Nonetheless, the story centres around this story of the French governmental organisation announcing that it is keeping an eye on potential of problems caused my misguided Apolcalptic sects in the south of France. Without knowing, I was on holiday at the exact spot a few months ago, so it seemed relevant to me at least. What I didn't find out when I was there was how to pronounce the name Bugarach, so I've had a stab. I know people on the intertubes can be quite shy about this sort of thing, but please do come forward and let me know if it's wrong.

Here is the transcript, and lucky for you, you miss out on the singing.

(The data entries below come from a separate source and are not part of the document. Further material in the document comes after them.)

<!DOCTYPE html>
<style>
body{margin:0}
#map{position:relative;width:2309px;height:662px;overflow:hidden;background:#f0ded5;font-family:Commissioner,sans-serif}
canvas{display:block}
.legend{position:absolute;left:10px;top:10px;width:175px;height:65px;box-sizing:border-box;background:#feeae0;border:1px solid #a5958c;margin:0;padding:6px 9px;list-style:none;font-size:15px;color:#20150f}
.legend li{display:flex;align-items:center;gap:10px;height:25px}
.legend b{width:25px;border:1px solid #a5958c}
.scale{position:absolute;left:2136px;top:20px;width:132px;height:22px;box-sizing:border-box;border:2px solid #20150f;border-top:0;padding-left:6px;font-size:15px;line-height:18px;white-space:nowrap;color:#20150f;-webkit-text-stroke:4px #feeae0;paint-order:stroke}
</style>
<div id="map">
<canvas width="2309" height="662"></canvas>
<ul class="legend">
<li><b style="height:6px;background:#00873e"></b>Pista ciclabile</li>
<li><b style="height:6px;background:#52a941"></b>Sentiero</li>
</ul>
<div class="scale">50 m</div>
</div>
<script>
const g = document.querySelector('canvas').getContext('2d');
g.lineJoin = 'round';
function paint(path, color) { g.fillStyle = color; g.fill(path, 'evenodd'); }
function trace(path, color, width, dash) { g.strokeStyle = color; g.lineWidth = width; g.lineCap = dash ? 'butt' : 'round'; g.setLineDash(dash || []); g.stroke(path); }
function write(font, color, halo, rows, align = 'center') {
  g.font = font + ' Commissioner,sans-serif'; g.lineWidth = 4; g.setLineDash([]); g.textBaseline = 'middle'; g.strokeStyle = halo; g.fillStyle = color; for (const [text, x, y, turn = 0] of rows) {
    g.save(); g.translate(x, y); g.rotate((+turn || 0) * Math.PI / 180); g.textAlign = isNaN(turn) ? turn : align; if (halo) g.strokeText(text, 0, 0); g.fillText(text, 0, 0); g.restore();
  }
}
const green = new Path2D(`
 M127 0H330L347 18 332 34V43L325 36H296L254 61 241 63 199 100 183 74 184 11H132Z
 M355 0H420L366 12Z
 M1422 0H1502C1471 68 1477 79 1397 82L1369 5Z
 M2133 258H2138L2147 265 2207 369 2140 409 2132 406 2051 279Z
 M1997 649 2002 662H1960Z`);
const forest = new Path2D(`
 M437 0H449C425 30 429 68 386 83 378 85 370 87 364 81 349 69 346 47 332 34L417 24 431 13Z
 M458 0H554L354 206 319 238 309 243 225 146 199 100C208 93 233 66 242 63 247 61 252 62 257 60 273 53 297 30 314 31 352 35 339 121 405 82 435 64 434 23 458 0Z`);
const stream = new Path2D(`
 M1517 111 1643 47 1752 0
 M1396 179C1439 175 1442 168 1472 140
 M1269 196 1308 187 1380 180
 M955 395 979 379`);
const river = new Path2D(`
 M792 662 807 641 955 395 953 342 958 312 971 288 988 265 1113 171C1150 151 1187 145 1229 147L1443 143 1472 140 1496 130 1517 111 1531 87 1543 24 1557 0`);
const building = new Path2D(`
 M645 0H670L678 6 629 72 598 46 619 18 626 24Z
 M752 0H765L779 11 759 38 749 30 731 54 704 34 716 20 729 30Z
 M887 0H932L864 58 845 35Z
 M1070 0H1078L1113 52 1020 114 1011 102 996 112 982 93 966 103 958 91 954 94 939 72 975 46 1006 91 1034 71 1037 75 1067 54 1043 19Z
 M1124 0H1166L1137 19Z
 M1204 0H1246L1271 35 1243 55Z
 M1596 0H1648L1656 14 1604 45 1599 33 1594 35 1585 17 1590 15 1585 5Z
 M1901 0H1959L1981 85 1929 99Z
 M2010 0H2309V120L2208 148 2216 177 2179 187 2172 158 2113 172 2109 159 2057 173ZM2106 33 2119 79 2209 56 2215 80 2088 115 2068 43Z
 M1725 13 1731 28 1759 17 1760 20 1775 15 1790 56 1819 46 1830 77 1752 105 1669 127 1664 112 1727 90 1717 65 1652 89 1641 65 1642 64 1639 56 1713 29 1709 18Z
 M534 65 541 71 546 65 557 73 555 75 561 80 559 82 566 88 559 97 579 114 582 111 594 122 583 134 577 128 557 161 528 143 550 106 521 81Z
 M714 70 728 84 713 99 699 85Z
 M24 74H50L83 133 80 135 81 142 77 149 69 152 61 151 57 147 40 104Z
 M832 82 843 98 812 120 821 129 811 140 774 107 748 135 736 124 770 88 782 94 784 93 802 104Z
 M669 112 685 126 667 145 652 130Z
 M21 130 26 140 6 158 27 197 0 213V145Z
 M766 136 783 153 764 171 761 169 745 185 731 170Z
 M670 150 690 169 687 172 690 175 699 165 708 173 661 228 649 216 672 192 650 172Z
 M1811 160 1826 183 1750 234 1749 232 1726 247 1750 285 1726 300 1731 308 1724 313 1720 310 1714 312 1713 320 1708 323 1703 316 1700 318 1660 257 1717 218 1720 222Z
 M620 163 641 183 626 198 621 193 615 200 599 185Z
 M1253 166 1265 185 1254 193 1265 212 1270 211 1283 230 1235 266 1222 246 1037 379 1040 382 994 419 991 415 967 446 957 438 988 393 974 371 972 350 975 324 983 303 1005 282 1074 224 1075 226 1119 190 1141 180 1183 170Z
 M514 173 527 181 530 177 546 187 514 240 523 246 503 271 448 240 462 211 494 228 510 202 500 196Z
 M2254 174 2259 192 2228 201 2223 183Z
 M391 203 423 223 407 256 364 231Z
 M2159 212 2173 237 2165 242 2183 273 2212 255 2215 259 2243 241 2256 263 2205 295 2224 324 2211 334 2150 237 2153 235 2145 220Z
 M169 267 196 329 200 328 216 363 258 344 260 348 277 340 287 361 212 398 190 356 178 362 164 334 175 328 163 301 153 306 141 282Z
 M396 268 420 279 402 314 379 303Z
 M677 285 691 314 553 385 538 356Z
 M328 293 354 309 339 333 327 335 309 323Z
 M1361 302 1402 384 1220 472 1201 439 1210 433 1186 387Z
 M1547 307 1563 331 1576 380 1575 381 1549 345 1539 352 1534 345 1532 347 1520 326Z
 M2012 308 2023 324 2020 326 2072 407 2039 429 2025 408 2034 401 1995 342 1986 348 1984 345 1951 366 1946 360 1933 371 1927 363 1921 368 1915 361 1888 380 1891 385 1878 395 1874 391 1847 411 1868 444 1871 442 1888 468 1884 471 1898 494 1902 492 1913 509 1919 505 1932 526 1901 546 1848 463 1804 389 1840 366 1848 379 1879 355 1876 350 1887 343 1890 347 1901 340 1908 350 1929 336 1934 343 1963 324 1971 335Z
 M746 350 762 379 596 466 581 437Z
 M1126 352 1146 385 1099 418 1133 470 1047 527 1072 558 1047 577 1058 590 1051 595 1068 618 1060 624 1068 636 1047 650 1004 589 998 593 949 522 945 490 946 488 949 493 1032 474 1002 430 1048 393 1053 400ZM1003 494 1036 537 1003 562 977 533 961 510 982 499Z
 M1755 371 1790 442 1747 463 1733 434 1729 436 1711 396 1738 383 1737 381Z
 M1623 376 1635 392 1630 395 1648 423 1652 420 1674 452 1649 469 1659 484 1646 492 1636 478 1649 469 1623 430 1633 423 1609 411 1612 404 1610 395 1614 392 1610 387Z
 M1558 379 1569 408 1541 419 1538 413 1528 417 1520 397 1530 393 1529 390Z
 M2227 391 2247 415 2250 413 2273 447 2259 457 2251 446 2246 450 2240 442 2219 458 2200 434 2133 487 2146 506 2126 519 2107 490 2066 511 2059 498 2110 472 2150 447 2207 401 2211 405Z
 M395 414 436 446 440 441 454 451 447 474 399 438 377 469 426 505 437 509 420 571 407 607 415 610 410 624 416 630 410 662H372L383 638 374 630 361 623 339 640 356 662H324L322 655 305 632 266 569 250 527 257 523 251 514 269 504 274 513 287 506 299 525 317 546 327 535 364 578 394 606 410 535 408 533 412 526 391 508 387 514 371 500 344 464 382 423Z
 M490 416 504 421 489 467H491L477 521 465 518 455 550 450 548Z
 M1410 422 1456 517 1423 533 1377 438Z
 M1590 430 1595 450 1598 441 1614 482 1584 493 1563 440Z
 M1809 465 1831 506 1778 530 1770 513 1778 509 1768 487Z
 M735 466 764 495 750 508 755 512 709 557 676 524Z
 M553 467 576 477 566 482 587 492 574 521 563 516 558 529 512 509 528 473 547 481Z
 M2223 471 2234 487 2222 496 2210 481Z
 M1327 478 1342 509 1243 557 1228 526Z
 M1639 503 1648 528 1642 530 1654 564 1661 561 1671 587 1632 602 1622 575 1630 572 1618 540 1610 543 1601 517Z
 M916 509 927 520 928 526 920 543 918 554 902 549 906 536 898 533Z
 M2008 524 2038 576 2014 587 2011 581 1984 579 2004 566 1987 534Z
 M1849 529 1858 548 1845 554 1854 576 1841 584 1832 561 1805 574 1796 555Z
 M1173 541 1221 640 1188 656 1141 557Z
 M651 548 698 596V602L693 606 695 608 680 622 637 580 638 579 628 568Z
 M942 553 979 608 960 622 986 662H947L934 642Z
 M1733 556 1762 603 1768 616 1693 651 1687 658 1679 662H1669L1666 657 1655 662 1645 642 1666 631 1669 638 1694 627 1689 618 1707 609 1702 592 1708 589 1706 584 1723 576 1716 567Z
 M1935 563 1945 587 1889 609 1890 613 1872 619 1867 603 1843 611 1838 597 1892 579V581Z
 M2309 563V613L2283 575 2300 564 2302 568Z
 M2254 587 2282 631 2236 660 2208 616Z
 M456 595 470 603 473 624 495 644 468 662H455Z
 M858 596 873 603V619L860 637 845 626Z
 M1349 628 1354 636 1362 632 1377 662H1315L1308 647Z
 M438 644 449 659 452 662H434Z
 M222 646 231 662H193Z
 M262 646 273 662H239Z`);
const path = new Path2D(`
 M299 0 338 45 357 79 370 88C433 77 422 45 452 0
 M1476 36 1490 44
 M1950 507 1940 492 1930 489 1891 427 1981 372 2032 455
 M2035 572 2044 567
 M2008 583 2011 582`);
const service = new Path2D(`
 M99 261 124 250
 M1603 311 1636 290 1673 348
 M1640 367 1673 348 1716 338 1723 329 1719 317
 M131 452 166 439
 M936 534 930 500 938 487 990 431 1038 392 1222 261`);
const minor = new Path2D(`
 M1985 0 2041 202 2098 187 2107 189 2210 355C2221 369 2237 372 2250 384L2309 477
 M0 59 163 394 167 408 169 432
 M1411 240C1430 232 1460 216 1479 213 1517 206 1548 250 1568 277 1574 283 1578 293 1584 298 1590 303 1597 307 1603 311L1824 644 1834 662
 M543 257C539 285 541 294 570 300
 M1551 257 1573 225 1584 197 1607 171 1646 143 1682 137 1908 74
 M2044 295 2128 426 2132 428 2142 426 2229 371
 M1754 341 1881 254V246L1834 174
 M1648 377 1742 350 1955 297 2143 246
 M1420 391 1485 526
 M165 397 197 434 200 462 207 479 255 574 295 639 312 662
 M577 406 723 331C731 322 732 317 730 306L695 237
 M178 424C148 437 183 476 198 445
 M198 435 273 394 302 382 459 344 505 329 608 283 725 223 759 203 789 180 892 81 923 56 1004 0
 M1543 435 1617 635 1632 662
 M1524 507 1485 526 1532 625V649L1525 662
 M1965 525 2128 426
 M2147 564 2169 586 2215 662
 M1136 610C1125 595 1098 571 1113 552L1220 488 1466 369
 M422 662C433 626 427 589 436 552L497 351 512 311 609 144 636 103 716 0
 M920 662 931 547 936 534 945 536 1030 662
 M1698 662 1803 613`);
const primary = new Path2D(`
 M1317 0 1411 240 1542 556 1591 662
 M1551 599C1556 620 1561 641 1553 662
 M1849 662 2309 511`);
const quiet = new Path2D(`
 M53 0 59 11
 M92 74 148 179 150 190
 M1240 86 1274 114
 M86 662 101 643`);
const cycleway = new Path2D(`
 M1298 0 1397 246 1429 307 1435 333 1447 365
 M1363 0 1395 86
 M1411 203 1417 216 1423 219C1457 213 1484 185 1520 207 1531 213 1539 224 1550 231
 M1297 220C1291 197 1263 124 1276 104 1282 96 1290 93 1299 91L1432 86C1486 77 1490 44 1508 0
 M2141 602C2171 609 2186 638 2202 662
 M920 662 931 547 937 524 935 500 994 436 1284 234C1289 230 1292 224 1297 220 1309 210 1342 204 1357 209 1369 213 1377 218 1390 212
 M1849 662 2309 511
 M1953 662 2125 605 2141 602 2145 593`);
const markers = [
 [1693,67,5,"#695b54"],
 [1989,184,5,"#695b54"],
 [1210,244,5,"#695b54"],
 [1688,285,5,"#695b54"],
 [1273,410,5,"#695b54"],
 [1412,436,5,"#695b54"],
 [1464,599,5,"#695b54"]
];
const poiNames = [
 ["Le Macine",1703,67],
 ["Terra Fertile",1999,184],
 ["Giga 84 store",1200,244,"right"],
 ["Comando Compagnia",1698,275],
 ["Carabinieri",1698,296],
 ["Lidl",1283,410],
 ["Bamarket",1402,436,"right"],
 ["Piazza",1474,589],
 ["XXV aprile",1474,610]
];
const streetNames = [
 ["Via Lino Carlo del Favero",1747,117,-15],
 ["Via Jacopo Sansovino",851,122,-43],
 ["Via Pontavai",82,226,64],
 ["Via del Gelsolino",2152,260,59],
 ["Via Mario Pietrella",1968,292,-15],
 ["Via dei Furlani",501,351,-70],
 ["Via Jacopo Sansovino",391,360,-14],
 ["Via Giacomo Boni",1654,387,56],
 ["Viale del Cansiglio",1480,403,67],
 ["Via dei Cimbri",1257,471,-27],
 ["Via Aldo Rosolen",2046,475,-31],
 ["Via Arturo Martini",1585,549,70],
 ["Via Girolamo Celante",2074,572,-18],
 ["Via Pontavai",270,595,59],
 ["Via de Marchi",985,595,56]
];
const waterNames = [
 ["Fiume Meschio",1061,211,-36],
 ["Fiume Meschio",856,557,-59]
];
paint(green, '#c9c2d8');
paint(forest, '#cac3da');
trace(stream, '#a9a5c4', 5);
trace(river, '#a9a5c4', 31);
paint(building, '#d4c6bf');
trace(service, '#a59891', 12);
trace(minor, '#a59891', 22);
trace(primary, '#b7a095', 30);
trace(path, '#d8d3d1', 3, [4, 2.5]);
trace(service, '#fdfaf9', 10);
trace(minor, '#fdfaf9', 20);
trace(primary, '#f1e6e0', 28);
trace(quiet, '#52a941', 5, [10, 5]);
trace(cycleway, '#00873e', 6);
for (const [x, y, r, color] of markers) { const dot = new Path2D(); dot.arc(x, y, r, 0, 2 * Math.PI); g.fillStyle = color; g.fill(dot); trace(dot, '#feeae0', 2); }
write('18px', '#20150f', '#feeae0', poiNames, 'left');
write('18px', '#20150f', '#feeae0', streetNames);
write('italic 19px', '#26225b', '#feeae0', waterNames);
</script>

“It’s the end of the world as we know it and I feel fine” –

Why is it the end of the world? Because some people have interpreted that the current cycle of the Mayan (Mesoamerican long count calendar) comes to a conclusion on 21st Dec 2012, signalling “the end of the world as we know it”.

And why do I feel fine? Because I know the only place on earth that will survive the apocalypse, and what’s more I’ve been there. Twice.

I guess I should tell you where it is, but maybe I should keep it a secret, after all if the 6 billion people of the world find out where it is and go there, then I might not feel fine AT ALL but very claustrophic and it would make the apocalypse a bit of a waste of time.

The place is a rocky outcrop by small village called Bugarach in the far south of France, in the foothills of the Pyrenees.

It is actually this scenario which has caused the Mission interministérielle de vigilance et de lutte contre les dérives sectaires some headache. The Mission interministérielle de vigilance et de lutte contre les dérives sectaires translates as “Interministerial Mission for Monitoring and Combatting Cultic Deviances” and goes by the acronym of MIVILUDES which is probably good for everyone.

Mivilude is a government agency which analyzes movements perceived to constitute a threat to public order or violate French law, specifically where cultish character is observed. Incidentally it was Miviludes which classified Scientology as a DANGEROUS CULT in a parliamentary report, as mentioned on previous episodes of RI.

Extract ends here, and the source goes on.